3. Chávez also called for the full-scale state-ization of the Banco Central de Venezuela. In other words, he is seeking to politicize and revolutionize the Venezuelan Central Bank. More on this later.

4. The Armed Force will also undergo a thematic overhaul, incorporating militias for the popular defense of the country and the revolution in asymmetrical warfare situations. Chávez has often remarked that the Bolivarian Revolution is “peaceful, but armed” and of late has emphasized the fact that the only real external threat the country faces is the same as any other in the world: The United States. The fact that the empire to the north (and west, hola Colombia!) has a military and a military budget that outstrips the GNP of most countries means that Venezuela simply cannot fight toe to toe with the giant and would be stupid to try.

However, and more importantly, I think, is the civic project of building a citizen army (as opposed to the mercenary style of public-military service currently employed in the Empire). This of course ruffles the feathers of the democracy fetishists who have long decried the ‘militarization’ Venezuelan society (by this I mean the social scientists and apologists for capital that see democracy as synonymous with formal institutions separated by firewalls). Keep in mind that the function of the Armed Force in the Bolivarian Revolution has been increasingly as a public servant – first in the Plan Bolívar 2000 and subsequently in many of the Misiones, public works projects and national emergencies. It is hoped by Chávez and others that the development of civilian militias will not only help organize the population to more effectively take control of their own lives, but also induce in them an identification with the state and nation to replace the cynicism germinated by 40 years of kleptocracy.

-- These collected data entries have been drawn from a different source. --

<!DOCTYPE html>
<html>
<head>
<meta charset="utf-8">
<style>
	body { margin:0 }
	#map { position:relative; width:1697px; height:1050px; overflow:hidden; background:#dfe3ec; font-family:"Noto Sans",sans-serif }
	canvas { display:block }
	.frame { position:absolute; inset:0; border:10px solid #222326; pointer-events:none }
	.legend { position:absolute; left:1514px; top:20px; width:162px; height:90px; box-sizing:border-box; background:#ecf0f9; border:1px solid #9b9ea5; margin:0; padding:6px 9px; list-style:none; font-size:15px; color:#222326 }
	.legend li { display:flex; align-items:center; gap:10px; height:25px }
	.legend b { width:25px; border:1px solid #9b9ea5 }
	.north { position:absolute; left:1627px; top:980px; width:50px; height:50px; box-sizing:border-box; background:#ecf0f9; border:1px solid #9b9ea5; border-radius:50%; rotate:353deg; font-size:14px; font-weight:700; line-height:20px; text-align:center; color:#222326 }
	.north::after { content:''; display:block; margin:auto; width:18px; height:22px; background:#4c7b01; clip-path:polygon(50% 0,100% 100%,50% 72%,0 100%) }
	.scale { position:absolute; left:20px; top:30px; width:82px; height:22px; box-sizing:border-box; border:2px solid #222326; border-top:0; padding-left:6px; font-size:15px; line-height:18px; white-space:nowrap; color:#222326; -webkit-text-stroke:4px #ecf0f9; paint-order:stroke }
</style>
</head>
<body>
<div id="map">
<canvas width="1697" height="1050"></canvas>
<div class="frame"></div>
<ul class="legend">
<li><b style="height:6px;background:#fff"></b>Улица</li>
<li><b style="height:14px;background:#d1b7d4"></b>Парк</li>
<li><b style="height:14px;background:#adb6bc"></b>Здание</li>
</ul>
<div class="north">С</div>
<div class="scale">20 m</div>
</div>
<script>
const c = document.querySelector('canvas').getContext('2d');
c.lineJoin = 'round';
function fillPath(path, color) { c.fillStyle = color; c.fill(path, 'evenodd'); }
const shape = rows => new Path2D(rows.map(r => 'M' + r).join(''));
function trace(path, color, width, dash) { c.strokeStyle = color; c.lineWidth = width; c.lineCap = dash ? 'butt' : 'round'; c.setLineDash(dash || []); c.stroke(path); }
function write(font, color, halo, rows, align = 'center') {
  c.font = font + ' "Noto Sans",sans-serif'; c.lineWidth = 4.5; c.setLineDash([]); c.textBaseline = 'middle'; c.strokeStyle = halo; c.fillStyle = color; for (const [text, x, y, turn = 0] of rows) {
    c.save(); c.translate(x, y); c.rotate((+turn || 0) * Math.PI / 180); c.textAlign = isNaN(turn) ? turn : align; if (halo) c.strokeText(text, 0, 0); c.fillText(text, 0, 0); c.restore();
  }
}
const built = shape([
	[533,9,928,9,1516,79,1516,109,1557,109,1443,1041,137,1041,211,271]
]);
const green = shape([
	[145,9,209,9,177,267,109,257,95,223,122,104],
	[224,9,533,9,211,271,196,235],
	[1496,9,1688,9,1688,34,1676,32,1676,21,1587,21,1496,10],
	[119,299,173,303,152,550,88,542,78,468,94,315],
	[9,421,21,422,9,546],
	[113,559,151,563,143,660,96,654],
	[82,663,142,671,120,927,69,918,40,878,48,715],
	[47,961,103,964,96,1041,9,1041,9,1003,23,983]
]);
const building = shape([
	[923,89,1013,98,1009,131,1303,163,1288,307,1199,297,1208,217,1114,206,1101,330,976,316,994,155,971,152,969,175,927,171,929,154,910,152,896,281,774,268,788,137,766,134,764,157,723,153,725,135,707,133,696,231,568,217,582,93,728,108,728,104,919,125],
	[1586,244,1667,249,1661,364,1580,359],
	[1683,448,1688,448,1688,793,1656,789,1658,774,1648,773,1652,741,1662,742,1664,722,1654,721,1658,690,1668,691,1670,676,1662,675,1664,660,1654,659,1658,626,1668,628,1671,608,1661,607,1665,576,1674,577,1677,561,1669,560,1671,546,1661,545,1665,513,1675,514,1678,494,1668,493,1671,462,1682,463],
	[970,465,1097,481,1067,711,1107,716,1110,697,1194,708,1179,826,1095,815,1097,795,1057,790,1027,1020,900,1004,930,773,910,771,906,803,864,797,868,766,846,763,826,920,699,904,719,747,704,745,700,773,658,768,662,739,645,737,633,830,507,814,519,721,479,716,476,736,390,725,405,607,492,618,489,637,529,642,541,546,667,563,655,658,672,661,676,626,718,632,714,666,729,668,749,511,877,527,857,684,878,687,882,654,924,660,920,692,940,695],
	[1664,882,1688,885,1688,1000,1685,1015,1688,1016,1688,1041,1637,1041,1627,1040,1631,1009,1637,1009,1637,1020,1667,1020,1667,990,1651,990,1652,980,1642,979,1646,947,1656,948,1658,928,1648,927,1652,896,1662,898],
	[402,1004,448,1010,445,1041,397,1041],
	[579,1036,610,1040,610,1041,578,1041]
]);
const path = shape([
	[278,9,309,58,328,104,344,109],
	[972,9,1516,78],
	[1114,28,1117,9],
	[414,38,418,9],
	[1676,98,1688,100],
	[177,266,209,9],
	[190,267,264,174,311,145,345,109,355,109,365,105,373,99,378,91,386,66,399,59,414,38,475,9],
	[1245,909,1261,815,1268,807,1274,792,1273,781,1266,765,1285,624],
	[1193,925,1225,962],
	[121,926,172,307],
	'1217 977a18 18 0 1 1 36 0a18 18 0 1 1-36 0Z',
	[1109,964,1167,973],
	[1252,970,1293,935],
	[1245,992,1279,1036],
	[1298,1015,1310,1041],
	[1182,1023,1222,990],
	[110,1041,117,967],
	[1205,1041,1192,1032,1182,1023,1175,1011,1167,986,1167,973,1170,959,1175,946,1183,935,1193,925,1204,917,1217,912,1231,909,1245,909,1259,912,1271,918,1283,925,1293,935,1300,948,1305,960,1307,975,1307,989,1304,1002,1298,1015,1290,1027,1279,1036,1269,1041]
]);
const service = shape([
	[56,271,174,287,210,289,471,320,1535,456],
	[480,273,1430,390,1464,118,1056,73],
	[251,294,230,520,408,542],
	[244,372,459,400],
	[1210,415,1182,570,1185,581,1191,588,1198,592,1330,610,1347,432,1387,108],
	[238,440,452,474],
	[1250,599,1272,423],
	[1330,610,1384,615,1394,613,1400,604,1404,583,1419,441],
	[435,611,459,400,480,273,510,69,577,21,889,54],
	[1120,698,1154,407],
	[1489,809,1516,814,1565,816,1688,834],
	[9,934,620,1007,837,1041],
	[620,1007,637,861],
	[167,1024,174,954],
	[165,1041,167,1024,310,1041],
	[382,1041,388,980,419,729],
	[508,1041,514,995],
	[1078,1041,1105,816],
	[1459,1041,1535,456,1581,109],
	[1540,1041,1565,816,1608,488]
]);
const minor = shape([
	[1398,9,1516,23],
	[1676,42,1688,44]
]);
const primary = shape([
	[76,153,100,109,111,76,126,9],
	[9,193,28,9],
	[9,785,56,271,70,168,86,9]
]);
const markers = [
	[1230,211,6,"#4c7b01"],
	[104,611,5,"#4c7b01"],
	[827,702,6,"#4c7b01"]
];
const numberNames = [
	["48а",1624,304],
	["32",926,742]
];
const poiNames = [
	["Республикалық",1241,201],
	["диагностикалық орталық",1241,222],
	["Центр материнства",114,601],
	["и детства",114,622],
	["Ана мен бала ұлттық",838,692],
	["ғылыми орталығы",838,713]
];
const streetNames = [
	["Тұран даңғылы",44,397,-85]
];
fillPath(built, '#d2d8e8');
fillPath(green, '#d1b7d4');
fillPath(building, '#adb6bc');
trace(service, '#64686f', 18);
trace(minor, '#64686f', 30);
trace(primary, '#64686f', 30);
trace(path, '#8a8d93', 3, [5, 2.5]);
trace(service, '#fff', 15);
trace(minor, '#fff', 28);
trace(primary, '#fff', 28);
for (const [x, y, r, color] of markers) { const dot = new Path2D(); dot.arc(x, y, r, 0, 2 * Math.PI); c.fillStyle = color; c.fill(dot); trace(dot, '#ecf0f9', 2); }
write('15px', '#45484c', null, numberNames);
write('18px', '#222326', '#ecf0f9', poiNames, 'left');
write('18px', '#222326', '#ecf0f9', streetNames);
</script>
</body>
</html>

(Which, of course, opens a whole different can of worms which I will flag here and mention in subsequent posts. The revolutionary government has done more for the majority of the Venezuelan people than any other government since independence. This all but an undeniable fact at this point. However, it largely remains ‘developmentalist’ in its discourse and its policies.)

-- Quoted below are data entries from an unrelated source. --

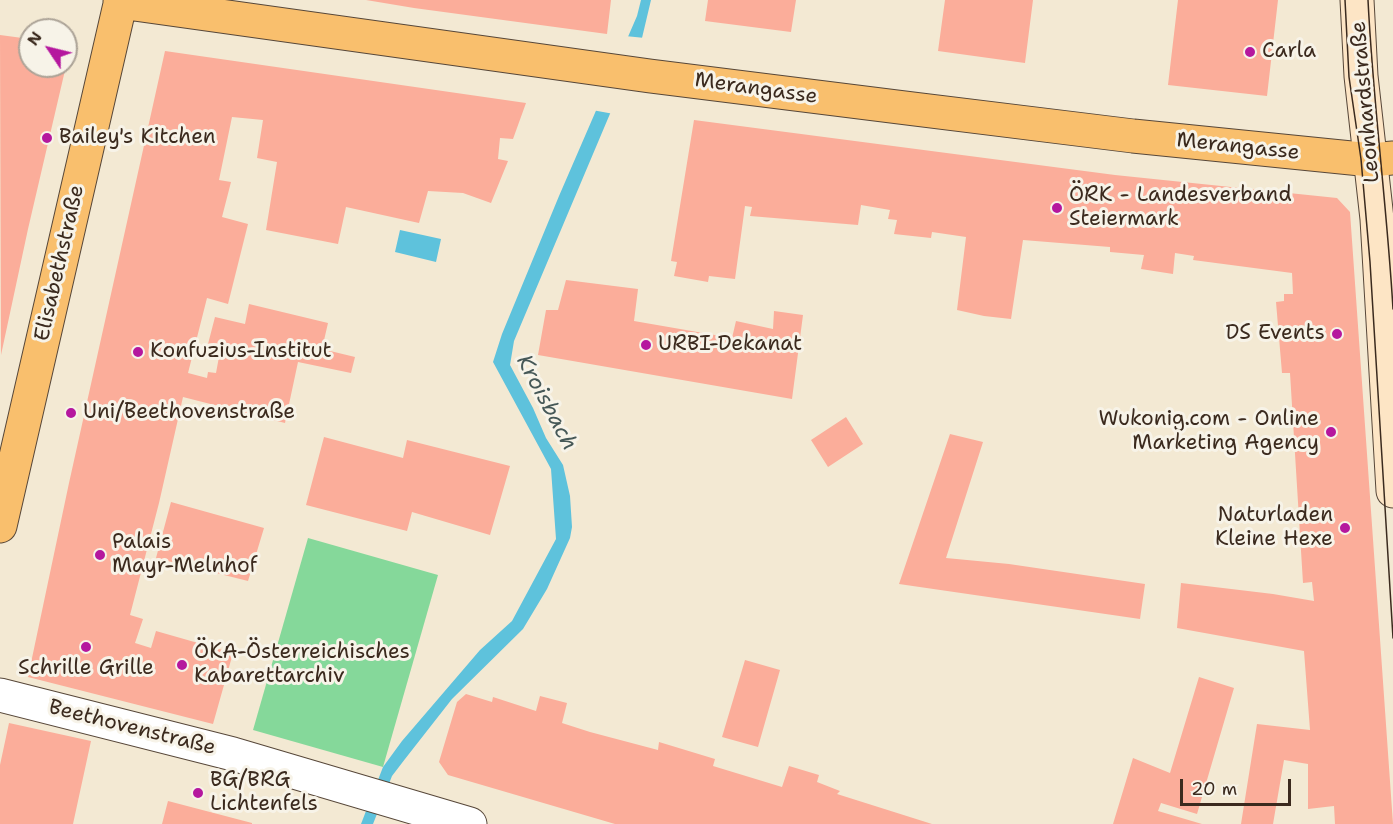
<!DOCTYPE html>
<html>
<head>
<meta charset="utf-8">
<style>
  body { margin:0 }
  #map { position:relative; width:1393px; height:824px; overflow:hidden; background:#f3e9d3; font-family:"Shantell Sans",sans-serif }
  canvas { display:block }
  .north { position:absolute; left:18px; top:18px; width:60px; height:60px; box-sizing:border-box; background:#f7f3e8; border:2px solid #aca397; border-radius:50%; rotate:305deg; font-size:16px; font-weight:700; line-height:24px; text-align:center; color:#3b2a1e }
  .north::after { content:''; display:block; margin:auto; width:21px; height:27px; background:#b5179e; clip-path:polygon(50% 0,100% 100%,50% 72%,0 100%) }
  .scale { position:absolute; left:1180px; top:779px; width:111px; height:27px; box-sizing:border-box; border:3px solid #3b2a1e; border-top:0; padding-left:8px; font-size:18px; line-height:21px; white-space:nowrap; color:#3b2a1e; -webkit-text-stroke:4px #f7f3e8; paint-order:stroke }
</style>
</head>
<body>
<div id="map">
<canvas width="1393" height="824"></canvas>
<div class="north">N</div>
<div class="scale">20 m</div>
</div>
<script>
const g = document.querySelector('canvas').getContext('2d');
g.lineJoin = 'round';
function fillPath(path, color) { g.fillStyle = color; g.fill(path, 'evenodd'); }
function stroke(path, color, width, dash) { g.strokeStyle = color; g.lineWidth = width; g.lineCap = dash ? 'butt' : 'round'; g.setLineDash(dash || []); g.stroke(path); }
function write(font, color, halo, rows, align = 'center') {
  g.font = font + ' "Shantell Sans",sans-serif'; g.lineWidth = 6; g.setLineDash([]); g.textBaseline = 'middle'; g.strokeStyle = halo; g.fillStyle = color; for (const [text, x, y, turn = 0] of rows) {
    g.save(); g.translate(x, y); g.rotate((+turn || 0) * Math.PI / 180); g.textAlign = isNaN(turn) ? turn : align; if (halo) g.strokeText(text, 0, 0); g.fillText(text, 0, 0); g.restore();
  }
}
fillPath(new Path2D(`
  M308,538L438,575L383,767L253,730Z`), '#85d89a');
fillPath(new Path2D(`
  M641,0H651L642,38L514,341L510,365L533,408L546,438L563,465L570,496L572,527L570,538L547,589L523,629L452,699L405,759L392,776L373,824H361L383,767L402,741L480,650L512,621L556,539L551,469L493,362L502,334L559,196L637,16Z
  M400,230L441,239L436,262L395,252Z`), '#5ec2dc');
fillPath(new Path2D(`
  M625,36L645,38L614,114L592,110Z`), '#f3e9d3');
fillPath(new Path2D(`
  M366,0H611L607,34L414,8Z
  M708,0H796L791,32L705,21Z
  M945,0H1033L1025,63L938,51Z
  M1178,0H1278L1267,96L1168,85Z
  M0,35L30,39V66H66L28,229L1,355Z
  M165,51L526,103L513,139L500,138L498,159L508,161L491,203L463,193L428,191L419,223L346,207L338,244L266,230L277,162L257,158L263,120L232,117L219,180L231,182L222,217L248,224L228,304L207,298L188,373L207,378L208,372L216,373L221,346L208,344L215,317L245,324L249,304L328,323L322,349L355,357L351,373L298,362L285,423L183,397L159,503L130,615L143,619L135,643L151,648L156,631L233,653L213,724L28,677L69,483Z
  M694,120L1115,175L1337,198L1350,212L1393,824H1335L1334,806L1308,809V764L1284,760L1273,824H1241L1257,724L1310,730L1304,651L1177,628L1181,583L1273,594L1314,601L1312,582L1303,583L1290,373H1282L1276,302L1284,301V294H1293L1292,273L1193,260L1194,256L1175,253L1173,274L1141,269L1144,255L1110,252V247L1023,240L1011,319L984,316L957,310L966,237L932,232L931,238L894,234L897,220L888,219L890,210L861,205L858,225L750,216L752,207L745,206L735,279L709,276L708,282L674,276L677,262L671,261Z
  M566,280L638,289L634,321L732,338L736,321L773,329L774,311L803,315L792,399L538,355L546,310H558Z
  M846,417L863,444L828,467L811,440Z
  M950,434L983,442L946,558L1009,564L1145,584L1140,619L899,584Z
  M324,437L403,458L407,440L510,466L490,535L412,512L407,531L306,505Z
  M171,502L264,528L248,581L156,558Z
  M745,660L780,670L758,747L722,737Z
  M1199,677L1234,688L1197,814L1161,803L1158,811L1202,824H1113L1133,758L1170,773Z
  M466,694L492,702L493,697L536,711L540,696L567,703L562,723L590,732L658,750L659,742L715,759L713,766L782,787L789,766L819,775L817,782L840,791L837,794L932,824H615L448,775L439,762L457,702Z
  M9,723L91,741L73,824H0V765Z
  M168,801L252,823V824H162Z`), '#fbad9a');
const minor = new Path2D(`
  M0,695L233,754L470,824`);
const secondary = new Path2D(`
  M1357,0L1361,76L1377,219L1393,491`);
const primary = new Path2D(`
  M120,2L650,76L914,109L1133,136L1371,160L1393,158
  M0,526L121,0`);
stroke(minor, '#574739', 35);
stroke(secondary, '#574739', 35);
stroke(primary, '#574739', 35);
stroke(minor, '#fff', 33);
stroke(secondary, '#fde5c5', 33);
stroke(primary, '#f9bf6d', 33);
stroke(new Path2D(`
  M1345,0L1349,77L1361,159L1370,262L1393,638
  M1368,0C1373,103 1387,206 1393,309`), '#3b2a1e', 1.5);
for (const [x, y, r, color] of [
  [1250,52,6,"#b5179e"],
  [47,138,6,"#b5179e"],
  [1057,208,6,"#b5179e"],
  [1337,334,6,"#b5179e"],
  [646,345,6,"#b5179e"],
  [138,352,6,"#b5179e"],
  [71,413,6,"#b5179e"],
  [1331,432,6,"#b5179e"],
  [1345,528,6,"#b5179e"],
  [100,555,6,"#b5179e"],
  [86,647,6,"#b5179e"],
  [182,665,6,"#b5179e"],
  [198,793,6,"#b5179e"]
]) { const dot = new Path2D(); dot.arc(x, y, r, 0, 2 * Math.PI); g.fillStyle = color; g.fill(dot); stroke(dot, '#f7f3e8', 2); }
write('21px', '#3b2a1e', '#f7f3e8', [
  ["Carla",1262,52],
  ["Bailey's Kitchen",59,138],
  ["ÖRK - Landesverband",1069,196],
  ["Steiermark",1069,220],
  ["DS Events",1325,334,"right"],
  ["URBI-Dekanat",658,345],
  ["Konfuzius-Institut",150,352],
  ["Uni/Beethovenstraße",83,413],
  ["Wukonig.com - Online",1319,420,"right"],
  ["Marketing Agency",1319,444,"right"],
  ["Naturladen",1333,516,"right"],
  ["Kleine Hexe",1333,540,"right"],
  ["Palais",112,543],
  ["Mayr-Melnhof",112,567],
  ["ÖKA-Österreichisches",194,653],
  ["Kabarettarchiv",194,677],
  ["Schrille Grille",86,669,"center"],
  ["BG/BRG",210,781],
  ["Lichtenfels",210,805]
], 'left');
write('21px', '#3b2a1e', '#f7f3e8', [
  ["Merangasse",756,89,8],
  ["Leonhardstraße",1366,102,-95],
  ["Merangasse",1238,147,6],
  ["Elisabethstraße",60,263,-77],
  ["Beethovenstraße",132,728,14]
]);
write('italic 22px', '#465857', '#f7f3e8', [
  ["Kroisbach",546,403,62]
]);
</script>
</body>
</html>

5. Chávez also seeks to incorporate the Misiones and communal councils into the constitutionally defined governing structure of the country. So, while the 1999 constitution states that the right to education and health care are the patrimony of every Venezuelan and that all sovereignty resides in the pueblo not in the final term but in the immediate, the proposed changes would mandate the mechanisms for making it so. The misiones thus become definitionally the duty of the government to the people and communal power becomes ever more the direct expression of governance. Also, the current project of delivering direct budgetary and fiscal powers to communal councils will be included in the constitution.

Thus we get yet another example of the dialectic between Chávez, a dialectic increasingly antagonistic to any attempt at mediation. Institutional political power is increasingly realized and exercised at the poles of the traditional map of power – on the one end the power of the executive, with Chávez propelling the initiatives and innovations of the revolutionary process. On the other, there is the increasing responsibility, creative influence, benefit and activity of the organized population. Quite apart from the dreams of moderate Chavistas to turn Venezuela into a Scandanavian-style welfare state social democracy, constitutional reforms and quotidian political reality here in Venezuela point toward the need for a pushing beyond a friendlier face to capitalist develepment.

2 comments:

Cristina Lopez said...

I'm so glad I read this post before I saw Nikolas Kozloff being interviewed by Jon Stewart the other night. Stewart kept going on about what a very bad man Chavez is, and I thought Kozloff's responses were just OK. And Jon Stewart talks like he reads the New York Times religiously, and they are really freaking out over the proposals. The interview was pretty painful to watch.

Unknown said...

Thank you for this explanation of some of the constitutional reforms. I wish you and your blog success.